Data records
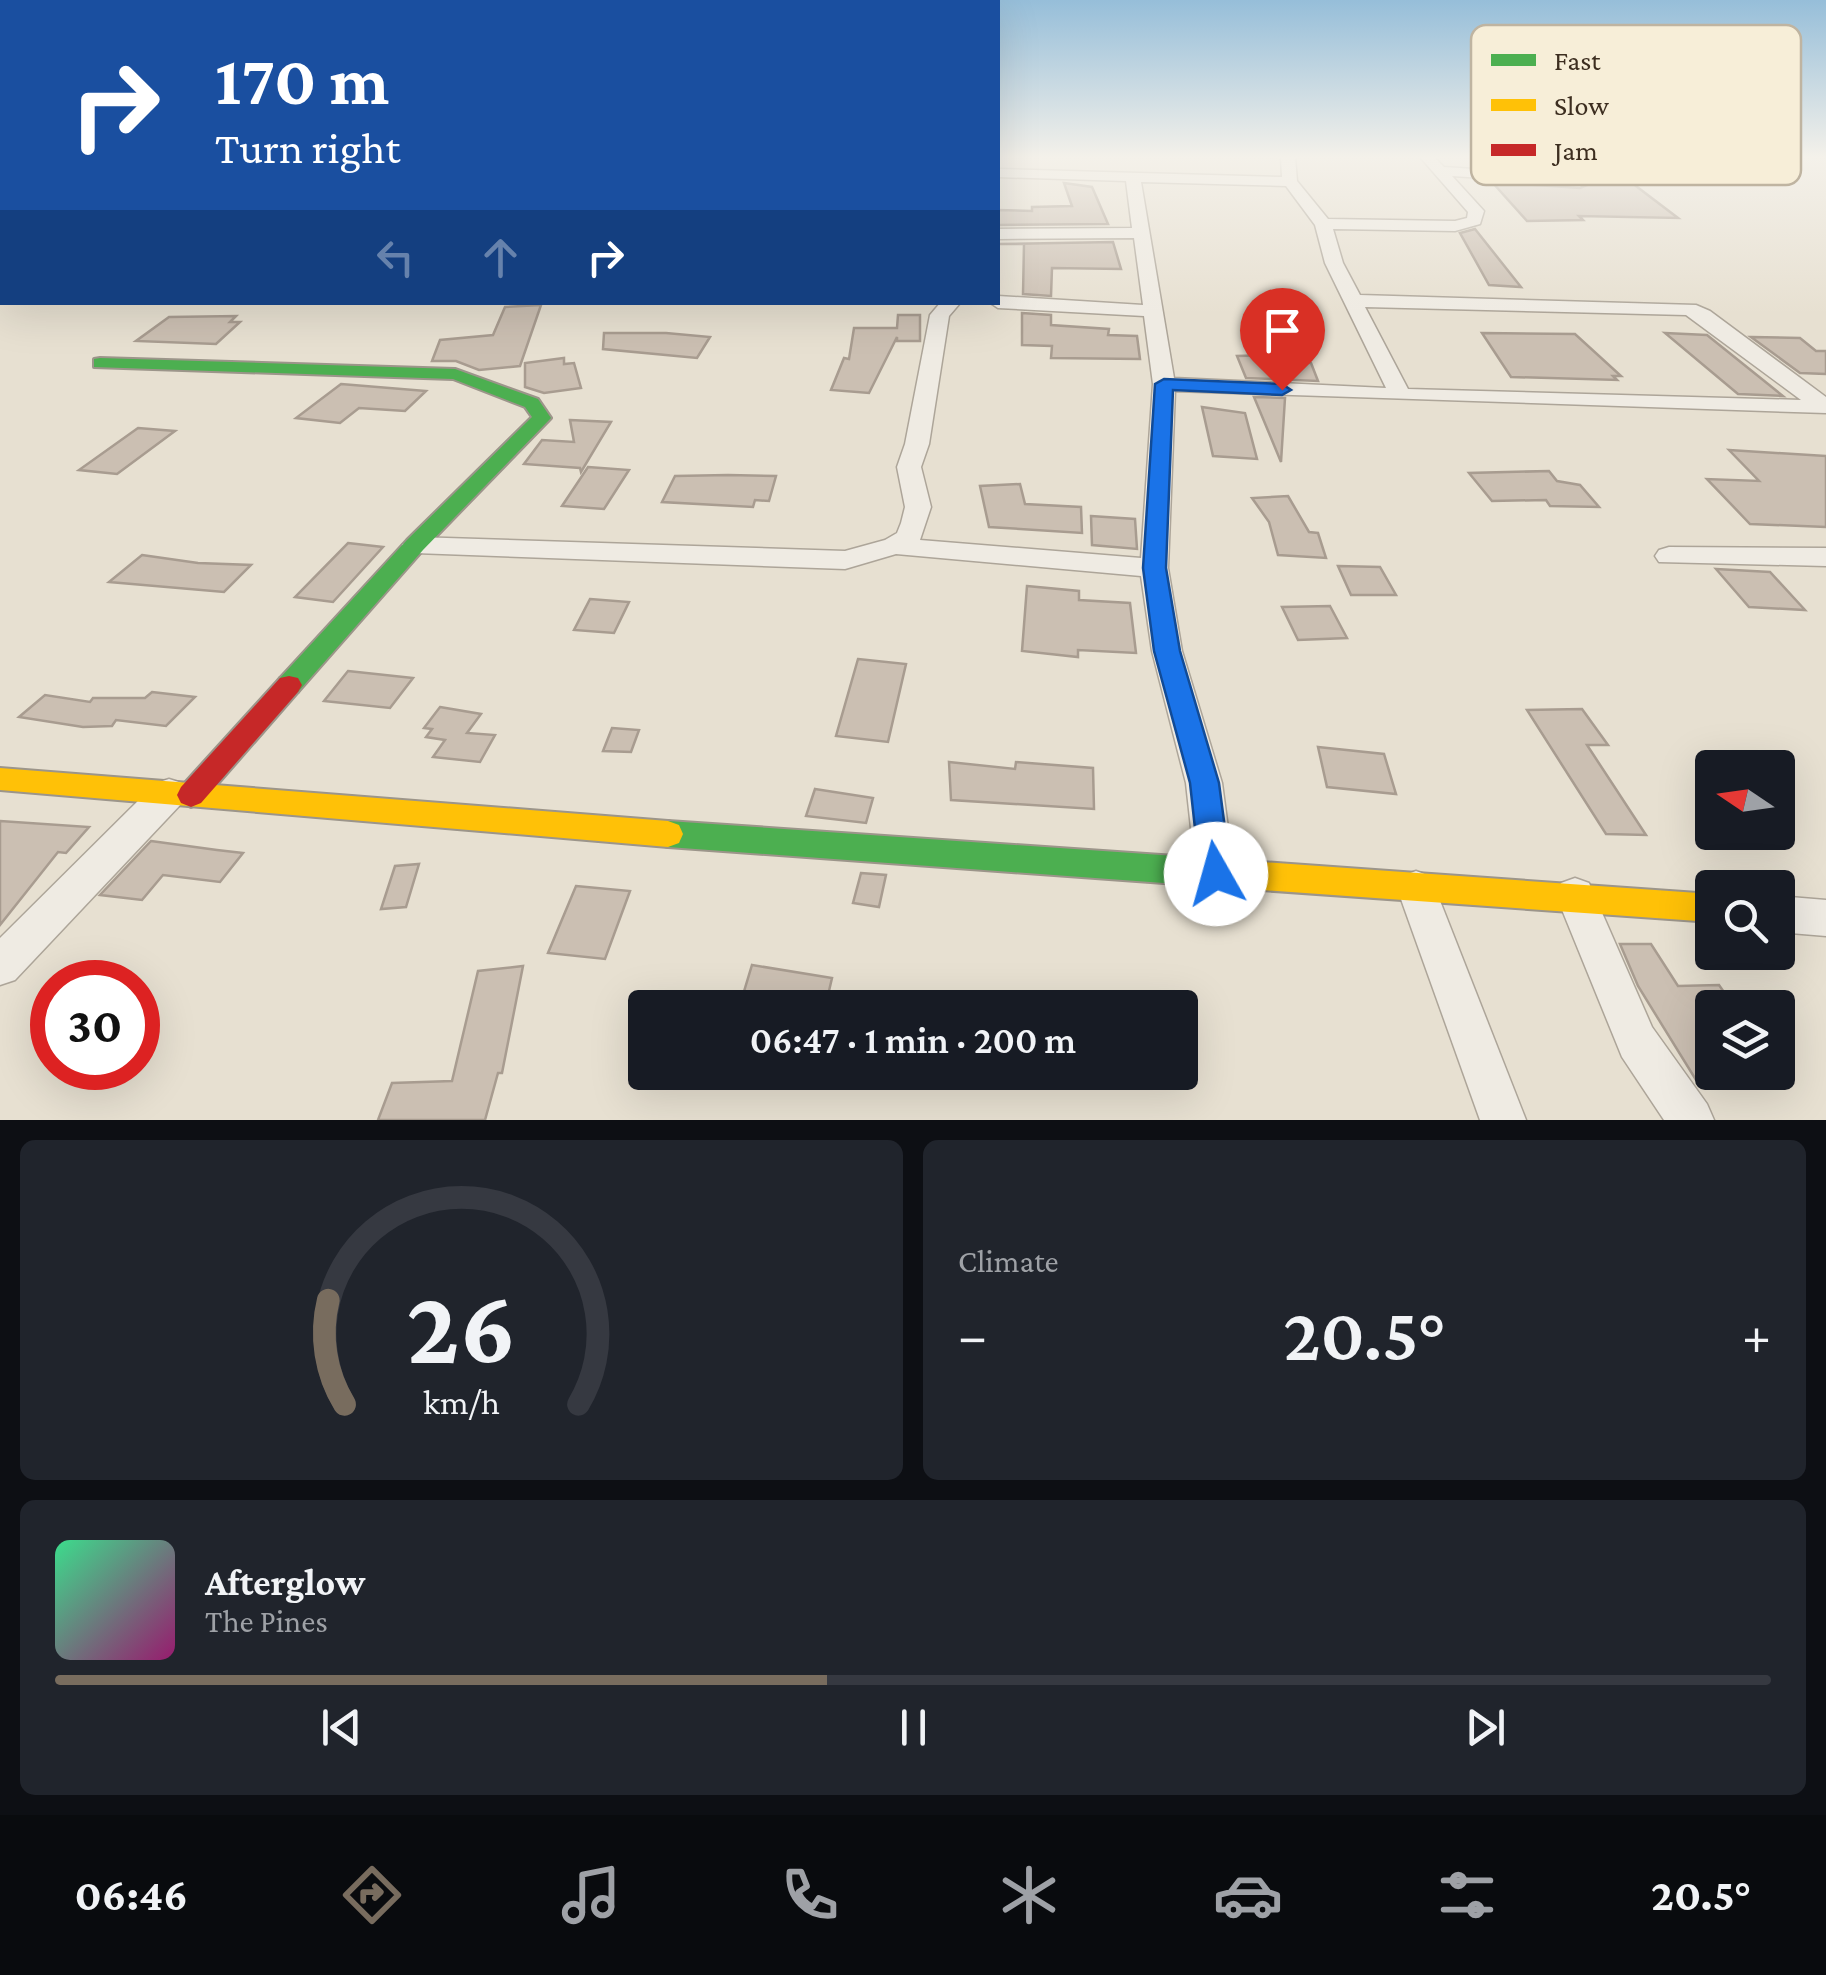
<!DOCTYPE html>
<html lang="en">
<head>
<meta charset="utf-8">
<style>
	body { margin:0; font-family:"Crimson Pro",serif; background:#20242c; color:#f1f3f6; height:100vh; display:flex; flex-direction:column; font-size:38px; white-space:nowrap }
	* { box-sizing:border-box; margin:0 }
	p { font-size:32px; color:#9ea1a6 }
	.icon { flex:none; width:55px; height:55px; fill:none; stroke:currentColor; stroke-width:2; stroke-linecap:round; stroke-linejoin:round }
	.map { position:relative; height:1120px; overflow:hidden }
	.sheet { display:flex; flex-direction:column; gap:20px; padding:20px; background:#0d0f14; flex:1 }
	.sheet>* { flex:none }
	.guide { position:absolute; left:0px; top:0px; width:1000px; height:305px; box-shadow:0 10px 40px #0002; background:#1a4fa0; color:#fff; overflow:hidden }
	.needle { width:65px; rotate:283deg }
	.buttons { position:absolute; left:1695px; top:750px; display:grid; gap:20px }
	.buttons a { display:grid; place-items:center; width:100px; height:100px; border-radius:10px; background:#171b24; box-shadow:0 10px 40px #0002; font-size:50px }
	.speed { position:absolute; left:30px; top:960px; display:flex; gap:20px; font-size:50px; font-weight:700; text-align:center }
	.speed>* { display:grid; place-content:center; width:130px; height:130px; border-radius:50%; background:#171b24; box-shadow:0 10px 40px #0002; line-height:1 }
	.speed .limit { border:15px solid #d22; background:#fff; color:#111 }
	.pin { position:absolute; display:grid; place-items:center; width:85px; height:85px; color:#fff; margin:-102px -42px; border-radius:50% 50% 50% 0; rotate:-45deg; box-shadow:0 0 10px #0007 }
	.pin .icon { rotate:45deg }
	.me { position:absolute; width:110px; margin:-55px; rotate:353deg; stroke-linejoin:round; filter:drop-shadow(0 0 8px #0008) }
	.turn { display:flex; align-items:center; gap:35px; height:210px; padding:0 50px; font-size:45px }
	.turn .icon { width:130px; height:130px; stroke-width:2.5 }
	.turn b { display:block; font-size:70px; line-height:85px }
	.lanes { display:flex; align-items:center; height:95px; padding:0 50px; background:#0003; justify-content:center; gap:50px; direction:ltr }
	.lanes .off { opacity:.35 }
	.big { font-size:75px; font-weight:600; line-height:1.1 }
	.sheet .card { flex:1; display:flex; flex-direction:column; justify-content:center; gap:15px; min-width:0; padding:0 35px; border-radius:15px; background:#20242c }
	.sheet .dial { align-items:center; gap:0 }
	.dial svg { height:260px; overflow:visible; fill:none; stroke:#363941; stroke-width:7; stroke-linecap:round; text-anchor:middle }
	.dial text { fill:#f1f3f6; stroke:none }
	.song { display:flex; align-items:center; gap:30px }
	.cover { width:120px; height:120px; border-radius:15px; background:linear-gradient(135deg,hsl(150 70% 55%),hsl(320 70% 35%)) }
	.played { height:10px; border-radius:5px; background:linear-gradient(90deg,#786c5e 45%,#363941 45%) }
	.keys { display:flex; justify-content:space-around; direction:ltr }
	.heat { display:flex; justify-content:space-between; align-items:center; font-size:55px; direction:ltr }
	.sheet .tiles { flex:1; display:grid; gap:20px; grid-template-columns:1fr 1fr }
	.card:last-child { grid-column:span 2 }
	.trip { position:absolute; left:628px; top:990px; width:570px; height:100px; border-radius:10px; background:#171b24; box-shadow:0 10px 40px #0002; font-weight:600; line-height:100px; text-align:center }
	.tabs { display:flex; height:160px; justify-content:space-around; align-items:center; background:#090b0e; color:#9ea1a6 }
	.tabs .icon { width:70px; height:70px }
	.tabs .active { color:#786c5e }
	.tabs b { font-size:45px; color:#f1f3f6 }
	.map>svg:first-child { display:block }
	.building { fill:#cbbfb2; stroke:#a89c90; stroke-width:2.5 }
	.lines { fill:none; stroke-linecap:round; stroke-linejoin:round }
	.street-casing { stroke:#ada599; stroke-width:3 }
	.fast-casing { stroke:#9c958a; stroke-width:4 }
	.slow-casing { stroke:#9c958a; stroke-width:4 }
	.jam-casing { stroke:#9c958a; stroke-width:4 }
	.street { fill:#efebe3; fill-rule:evenodd }
	.fast { fill:#4caf50; fill-rule:evenodd }
	.slow { fill:#ffc107; fill-rule:evenodd }
	.jam { fill:#c62828; fill-rule:evenodd }
	.route { fill:#1a73e8; stroke:#114b97; stroke-width:2.5 }
	.key { fill:#f7eed8; stroke:#bfb4a1; stroke-width:2.5 }
	.key-label { font-size:28px; fill:#3d2e20 }
</style>
</head>
<body>
<div class="map">
<svg width="1826" height="1120" viewBox="0 0 1826 1120">
	<rect width="100%" height="100%" fill="#e7e0d1"/>
	<g class="building">
		<path d="M1592 157 1599 158 1678 218 1579 216 1583 220 1527 221 1492 182 1580 188 1602 179 1599 165Z"/>
		<path d="M1064 183 1092 187 1108 224 998 225V210L1032 211V207L1072 206Z"/>
		<path d="M1475 229 1521 287 1489 285 1460 233Z"/>
		<path d="M1113 242 1121 269 1052 268 1051 296 1023 294 1024 244H998Z"/>
		<path d="M541 305 520 366 479 370 456 361H432L440 340 493 335 505 307Z"/>
		<path d="M1022 313 1051 315V325L1109 329 1108 335 1137 336 1140 359 1051 358 1052 346 1022 345Z"/>
		<path d="M898 315H920V341H897V337L869 393 831 390 844 358 849 359 854 328H897Z"/>
		<path d="M236 316 230 322H240L216 344 136 341 169 317Z"/>
		<path d="M604 333H666L710 337 697 358 603 349Z"/>
		<path d="M1482 333 1575 334 1621 376H1613L1617 380 1511 377Z"/>
		<path d="M1665 333 1707 335 1783 396 1738 394Z"/>
		<path d="M1751 337 1800 338 1816 351H1826V374L1800 373Z"/>
		<path d="M1272 355 1277 361 1311 363 1318 381 1246 378 1237 356Z"/>
		<path d="M564 358V364L574 363 581 388 544 393 525 387V363Z"/>
		<path d="M341 384 426 391 405 411 359 408 340 423 296 418Z"/>
		<path d="M1254 397 1285 398 1281 462Z"/>
		<path d="M1202 407 1245 413 1257 459 1213 456Z"/>
		<path d="M570 420 611 422 581 472 580 468 524 464 542 440 574 442Z"/>
		<path d="M138 428 175 431 117 474 79 470Z"/>
		<path d="M1729 450 1826 456V527L1750 524 1707 479 1759 481Z"/>
		<path d="M588 467 629 470 604 509 562 506Z"/>
		<path d="M1549 471 1557 481 1580 485 1599 507 1550 506 1546 500 1492 501 1469 473Z"/>
		<path d="M728 475 776 476 769 501 755 500 753 507 662 502 675 476Z"/>
		<path d="M1020 484 1025 504 1081 507 1082 533 989 527 980 486Z"/>
		<path d="M1288 496 1309 532 1318 533 1326 558 1278 555 1269 522 1252 498Z"/>
		<path d="M1091 516 1135 519 1137 549 1092 545Z"/>
		<path d="M348 543 383 547 333 602 295 597Z"/>
		<path d="M142 555 198 563 251 565 224 592 109 582Z"/>
		<path d="M1338 566 1380 567 1396 595H1351Z"/>
		<path d="M1716 569 1770 572 1805 610 1749 607Z"/>
		<path d="M1027 586 1079 591V600L1130 603 1136 653 1078 650V657L1022 651Z"/>
		<path d="M590 599 629 602 614 633 574 630Z"/>
		<path d="M1330 606 1347 638 1298 640 1282 607Z"/>
		<path d="M858 659 906 664 888 742 836 736Z"/>
		<path d="M348 671 413 678 390 708 324 701Z"/>
		<path d="M152 692 195 697 166 726 116 720 112 726 83 727 19 717 45 695 90 702 93 698H145Z"/>
		<path d="M440 707 481 714 467 733 495 735 480 762 433 757 445 740 426 737 432 729 424 728Z"/>
		<path d="M1582 709 1608 745H1587L1646 835 1606 834 1527 710Z"/>
		<path d="M612 728 639 730 631 752 603 751Z"/>
		<path d="M1318 747 1384 754 1396 794 1327 787Z"/>
		<path d="M949 762 1015 769 1016 762 1093 768 1094 809 951 800Z"/>
		<path d="M815 789 873 798 866 823 806 816Z"/>
		<path d="M0 821 89 827 66 853 58 852 0 925Z"/>
		<path d="M151 841 217 850 243 853 220 882 163 875 142 900 100 895Z"/>
		<path d="M419 864 406 907 381 909 395 866Z"/>
		<path d="M861 873 886 875 879 907 853 903Z"/>
		<path d="M576 886 630 891 605 959 548 953Z"/>
		<path d="M1620 944H1651L1678 986 1719 985 1735 1008H1712V1079L1696 1080 1638 986Z"/>
		<path d="M752 965 832 978 825 1008H739Z"/>
		<path d="M523 966 502 1073H498L485 1120H378L392 1083 452 1081 478 971Z"/>
	</g>
	<g class="lines">
		<defs>
			<g id="street">
				<path d="M1281 157H1295L1297 181 1328 219 1455 221 1467 218 1468 212 1420 157H1434L1444 167 1579 176 1584 174 1569 157C1586 156 1596 160 1599 177L1579 184 1452 176 1484 211 1480 224 1455 231 1333 229 1343 263 1360 295 1696 305 1710 311 1826 397V413L1175 391 1168 568 1182 651 1222 783 1234 873 1228 885 1215 890 1202 885 1196 873 1186 783 1152 651 1141 576 896 554 845 569 415 553 402 545 415 537 845 551 885 540 897 533 901 523 905 507 897 467 905 444 930 315 941 302H961L949 316 929 444 921 467 931 507 920 540 1141 558 1153 384 1144 316 998 308 989 302H998V296L1143 305 1134 238 998 239V229L1132 228 1126 181 998 177V169L1282 177ZM1141 182 1286 186 1315 225 1325 263 1386 388 1174 378ZM1365 307 1686 315 1801 400 1408 389Z"/>
				<path d="M1669 547 1826 548V566L1659 562 1655 556 1659 550Z"/>
				<path d="M169 779 182 783 187 793 182 803 15 980 0 985V938L156 783Z"/>
				<path d="M1416 871 1430 876 1435 888 1526 1120H1480L1397 888 1402 876Z"/>
				<path d="M1575 878 1589 883 1652 1027 1707 1104 1714 1120H1664L1622 1057 1556 895 1561 883Z"/>
				<path d="M1778 896 1826 900V936L1778 932Z"/>
			</g>
			<g id="fast">
				<path d="M100 358 455 369 538 399 551 418 423 550 298 692H280L276 685 280 678 407 540 532 417 525 407 453 379 94 367V359Z"/>
				<path d="M668 821 1219 859 1230 863 1235 873 1230 883 1219 887 668 847 657 843 653 834 657 825Z"/>
			</g>
			<g id="slow">
				<path d="M0 768 668 821 679 825 683 834 679 843 668 847 0 790Z"/>
				<path d="M1219 859 1712 894V922L1219 887 1208 883 1203 873 1208 863Z"/>
			</g>
			<path id="jam" d="M289 676 298 678 302 685 298 692 201 803 191 807 181 803 177 795 181 787 280 678Z"/>
		</defs>
		<use href="#street" class="street-casing"/>
		<use href="#fast" class="fast-casing"/>
		<use href="#slow" class="slow-casing"/>
		<use href="#jam" class="jam-casing"/>
		<use href="#street" class="street"/>
		<use href="#fast" class="fast"/>
		<use href="#slow" class="slow"/>
		<use href="#jam" class="jam"/>
	</g>
	<linearGradient id="sky" x2="0" y2="1"><stop stop-color="#96bed9"/><stop offset="0.5" stop-color="#f4f1ea"/><stop offset="1" stop-color="#f4f1ea" stop-opacity="0"/></linearGradient>
	<rect width="1826" height="314" fill="url(#sky)"/>
	<path class="route" d="M1164 379 1282 384 1291 390 1282 395 1173 390 1166 568 1180 651 1219 783 1231 874 1227 883 1216 887 1204 883 1200 874 1190 783 1154 651 1143 568 1155 384Z"/>
	<rect x="1471" y="25" width="330" height="160" rx="15" class="key"/>
	<rect x="1491" y="54" width="45" height="12" fill="#4caf50"/>
	<rect x="1491" y="99" width="45" height="12" fill="#ffc107"/>
	<rect x="1491" y="144" width="45" height="12" fill="#c62828"/>
	<g class="key-label">
		<text x="1554" y="70">Fast</text>
		<text x="1554" y="115">Slow</text>
		<text x="1554" y="160">Jam</text>
	</g>
</svg>
<div class="buttons">
<a><svg class="needle" viewBox="-14 -14 28 28"><path d="M0-13l5 13h-10z" fill="#e53935"/><path d="M0 13l5-13h-10z" fill="#9ea1a6"/></svg></a>
<a><svg class="icon" aria-label="search" viewBox="0 0 24 24"><circle cx="10" cy="10" r="6"/><path d="M15 15l6 6"/></svg></a>
<a><svg class="icon" aria-label="layers" viewBox="0 0 24 24"><path d="M12 4l9 5-9 5-9-5zM3 14l9 5 9-5"/></svg></a>
</div>
<div class="speed"><div class="limit">30</div></div>
<div class="pin" style="left:1282px;top:390px;background:#d93025"><svg class="icon" aria-label="arrive" viewBox="0 0 24 24"><path d="M6 21V4h12l-3 4 3 4H6"/></svg></div>
<svg class="me" style="left:1216px;top:874px" viewBox="-20 -20 40 40"><circle r="19" fill="#fff"/><path d="M0-13L10 11 0 6-10 11z" fill="#1a73e8"/></svg>
<div class="trip">06:47 · 1 min · 200 m</div>
<div class="guide">
<div class="turn"><svg class="icon" aria-label="right" viewBox="0 0 24 24"><path d="M7 20v-9h11M14 6l5 5-5 5"/></svg><div><b>170 m</b>Turn right</div></div>
<div class="lanes"><svg class="icon off" aria-label="left" viewBox="0 0 24 24"><path d="M17 20v-9H6M10 6l-5 5 5 5"/></svg><svg class="icon off" aria-label="ahead" viewBox="0 0 24 24"><path d="M12 20V5M6 11l6-6 6 6"/></svg><svg class="icon" aria-label="right" viewBox="0 0 24 24"><path d="M7 20v-9h11M14 6l5 5-5 5"/></svg></div>
</div>
</div>
<section class="sheet">
<div class="tiles">
<div class="card dial"><svg viewBox="0 0 100 80">
<path d="M14 69A42 42 0 1 1 86 69"/>
<path d="M14 69A42 42 0 0 1 9 37" stroke="#786c5e"/>
<text x="50" y="56" font-size="32" font-weight="700">26</text>
<text x="50" y="72" font-size="11">km/h</text>
</svg></div>
<div class="card"><p>Climate</p>
<div class="heat"><a>−</a><b class="big">20.5°</b><a>+</a></div>
</div>
<div class="card">
<div class="song"><i class="cover"></i><div><b>Afterglow</b><p>The Pines</p></div></div>
<div class="played"></div>
<div class="keys"><svg class="icon" aria-label="previous" viewBox="0 0 24 24"><path d="M18 5L8 12l10 7zM5 5v14"/></svg><svg class="icon" aria-label="pause" viewBox="0 0 24 24"><path d="M8 5v14M16 5v14"/></svg><svg class="icon" aria-label="next" viewBox="0 0 24 24"><path d="M6 5l10 7-10 7zM19 5v14"/></svg></div>
</div>
</div>
</section>
<nav class="tabs">
<b>06:46</b>
<svg class="icon active" aria-label="directions" viewBox="0 0 24 24"><path d="M12 3l9 9-9 9-9-9zM9 14v-3h6M13 9l2 2-2 2"/></svg>
<svg class="icon" aria-label="music" viewBox="0 0 24 24"><path d="M9 18V5l10-2v13"/><circle cx="6" cy="18" r="3"/><circle cx="16" cy="16" r="3"/></svg>
<svg class="icon" aria-label="phone" viewBox="0 0 24 24"><path d="M5 4h4l2 5-3 2q2 4 5 5l2-3 5 2v4C11 20 4 13 5 4z"/></svg>
<svg class="icon" aria-label="climate" viewBox="0 0 24 24"><path d="M12 3v18M4 7l16 10M4 17L20 7"/></svg>
<svg class="icon" aria-label="car" viewBox="0 0 24 24"><path d="M5 17H2v-5l4-1 3-4h7l3 4 3 1v5h-3M9 17h6M6 11h13"/><circle cx="7" cy="17" r="2"/><circle cx="17" cy="17" r="2"/></svg>
<svg class="icon" aria-label="filters" viewBox="0 0 24 24"><path d="M4 7h16M4 17h16"/><circle cx="9" cy="7" r="2"/><circle cx="15" cy="17" r="2"/></svg>
<b>20.5°</b>
</nav>
</body>
</html>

▸ Task to complete: In the entries above, find the line holding "566 1380 567" and the line holding "886 630 891"; print both of them and every line between, exactly, and nothing else.

▸ Exercise result:
		<path d="M1338 566 1380 567 1396 595H1351Z"/>
		<path d="M1716 569 1770 572 1805 610 1749 607Z"/>
		<path d="M1027 586 1079 591V600L1130 603 1136 653 1078 650V657L1022 651Z"/>
		<path d="M590 599 629 602 614 633 574 630Z"/>
		<path d="M1330 606 1347 638 1298 640 1282 607Z"/>
		<path d="M858 659 906 664 888 742 836 736Z"/>
		<path d="M348 671 413 678 390 708 324 701Z"/>
		<path d="M152 692 195 697 166 726 116 720 112 726 83 727 19 717 45 695 90 702 93 698H145Z"/>
		<path d="M440 707 481 714 467 733 495 735 480 762 433 757 445 740 426 737 432 729 424 728Z"/>
		<path d="M1582 709 1608 745H1587L1646 835 1606 834 1527 710Z"/>
		<path d="M612 728 639 730 631 752 603 751Z"/>
		<path d="M1318 747 1384 754 1396 794 1327 787Z"/>
		<path d="M949 762 1015 769 1016 762 1093 768 1094 809 951 800Z"/>
		<path d="M815 789 873 798 866 823 806 816Z"/>
		<path d="M0 821 89 827 66 853 58 852 0 925Z"/>
		<path d="M151 841 217 850 243 853 220 882 163 875 142 900 100 895Z"/>
		<path d="M419 864 406 907 381 909 395 866Z"/>
		<path d="M861 873 886 875 879 907 853 903Z"/>
		<path d="M576 886 630 891 605 959 548 953Z"/>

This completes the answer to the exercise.